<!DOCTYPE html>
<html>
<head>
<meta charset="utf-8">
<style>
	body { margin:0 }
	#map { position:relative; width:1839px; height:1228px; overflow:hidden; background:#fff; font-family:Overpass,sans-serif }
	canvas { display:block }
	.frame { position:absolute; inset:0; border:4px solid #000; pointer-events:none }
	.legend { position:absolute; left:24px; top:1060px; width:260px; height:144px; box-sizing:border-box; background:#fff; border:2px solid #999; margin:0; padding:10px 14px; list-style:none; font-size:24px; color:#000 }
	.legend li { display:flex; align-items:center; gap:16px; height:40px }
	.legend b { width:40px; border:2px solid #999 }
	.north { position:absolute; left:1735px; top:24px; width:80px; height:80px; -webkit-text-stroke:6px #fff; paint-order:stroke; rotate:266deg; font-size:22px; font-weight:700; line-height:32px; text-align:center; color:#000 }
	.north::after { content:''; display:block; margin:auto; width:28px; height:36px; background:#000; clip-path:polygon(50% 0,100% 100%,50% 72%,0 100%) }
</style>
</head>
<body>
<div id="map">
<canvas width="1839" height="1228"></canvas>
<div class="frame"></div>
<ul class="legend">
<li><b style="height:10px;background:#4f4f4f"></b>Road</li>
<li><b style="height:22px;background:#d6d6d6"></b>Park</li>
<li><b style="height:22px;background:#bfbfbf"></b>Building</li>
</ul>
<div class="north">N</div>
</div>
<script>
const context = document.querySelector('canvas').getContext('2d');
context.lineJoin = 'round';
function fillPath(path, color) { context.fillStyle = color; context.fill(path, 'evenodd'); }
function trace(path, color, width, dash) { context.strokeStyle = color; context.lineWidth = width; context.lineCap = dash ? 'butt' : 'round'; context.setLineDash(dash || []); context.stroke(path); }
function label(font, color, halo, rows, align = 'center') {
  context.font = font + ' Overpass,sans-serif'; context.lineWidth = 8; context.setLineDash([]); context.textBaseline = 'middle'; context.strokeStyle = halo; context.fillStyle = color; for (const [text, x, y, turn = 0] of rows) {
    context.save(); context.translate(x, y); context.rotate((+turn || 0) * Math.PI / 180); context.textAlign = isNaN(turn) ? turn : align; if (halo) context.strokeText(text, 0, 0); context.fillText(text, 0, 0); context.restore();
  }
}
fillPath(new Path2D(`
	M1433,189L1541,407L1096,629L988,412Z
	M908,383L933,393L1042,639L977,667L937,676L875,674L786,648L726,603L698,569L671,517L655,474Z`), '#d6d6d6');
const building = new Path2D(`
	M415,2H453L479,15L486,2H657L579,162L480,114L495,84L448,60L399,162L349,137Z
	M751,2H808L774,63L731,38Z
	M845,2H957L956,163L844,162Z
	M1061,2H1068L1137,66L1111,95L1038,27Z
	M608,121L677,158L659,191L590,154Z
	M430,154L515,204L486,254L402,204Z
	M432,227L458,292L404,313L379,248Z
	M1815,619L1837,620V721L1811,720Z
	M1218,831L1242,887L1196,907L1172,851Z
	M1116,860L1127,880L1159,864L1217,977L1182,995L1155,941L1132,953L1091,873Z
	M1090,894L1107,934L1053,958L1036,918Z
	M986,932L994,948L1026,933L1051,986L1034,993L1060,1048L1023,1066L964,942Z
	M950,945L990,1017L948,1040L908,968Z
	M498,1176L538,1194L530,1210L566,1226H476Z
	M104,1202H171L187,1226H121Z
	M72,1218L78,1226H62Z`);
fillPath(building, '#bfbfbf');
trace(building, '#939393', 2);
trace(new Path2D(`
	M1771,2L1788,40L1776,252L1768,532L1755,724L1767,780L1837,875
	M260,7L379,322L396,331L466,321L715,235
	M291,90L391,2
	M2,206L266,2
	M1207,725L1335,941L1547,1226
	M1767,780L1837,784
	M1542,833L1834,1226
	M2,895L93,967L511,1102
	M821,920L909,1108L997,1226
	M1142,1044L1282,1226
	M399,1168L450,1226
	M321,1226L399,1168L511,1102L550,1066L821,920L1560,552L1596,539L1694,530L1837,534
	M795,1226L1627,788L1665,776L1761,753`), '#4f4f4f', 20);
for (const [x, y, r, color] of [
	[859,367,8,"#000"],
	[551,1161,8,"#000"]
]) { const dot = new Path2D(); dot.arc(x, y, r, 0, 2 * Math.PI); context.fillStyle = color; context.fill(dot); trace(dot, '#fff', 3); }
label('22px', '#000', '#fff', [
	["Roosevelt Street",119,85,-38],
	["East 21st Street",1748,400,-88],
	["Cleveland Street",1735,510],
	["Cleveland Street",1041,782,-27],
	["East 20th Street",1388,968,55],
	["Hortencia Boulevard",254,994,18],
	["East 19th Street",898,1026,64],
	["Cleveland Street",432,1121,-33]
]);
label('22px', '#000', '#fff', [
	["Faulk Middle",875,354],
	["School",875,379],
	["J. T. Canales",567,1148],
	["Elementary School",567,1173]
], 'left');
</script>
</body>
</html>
#####
(What is required)
Among the lines above, which contain the word "halo"? Copy every one.

(Finished exercise)
function label(font, color, halo, rows, align = 'center') {
  context.font = font + ' Overpass,sans-serif'; context.lineWidth = 8; context.setLineDash([]); context.textBaseline = 'middle'; context.strokeStyle = halo; context.fillStyle = color; for (const [text, x, y, turn = 0] of rows) {
    context.save(); context.translate(x, y); context.rotate((+turn || 0) * Math.PI / 180); context.textAlign = isNaN(turn) ? turn : align; if (halo) context.strokeText(text, 0, 0); context.fillText(text, 0, 0); context.restore();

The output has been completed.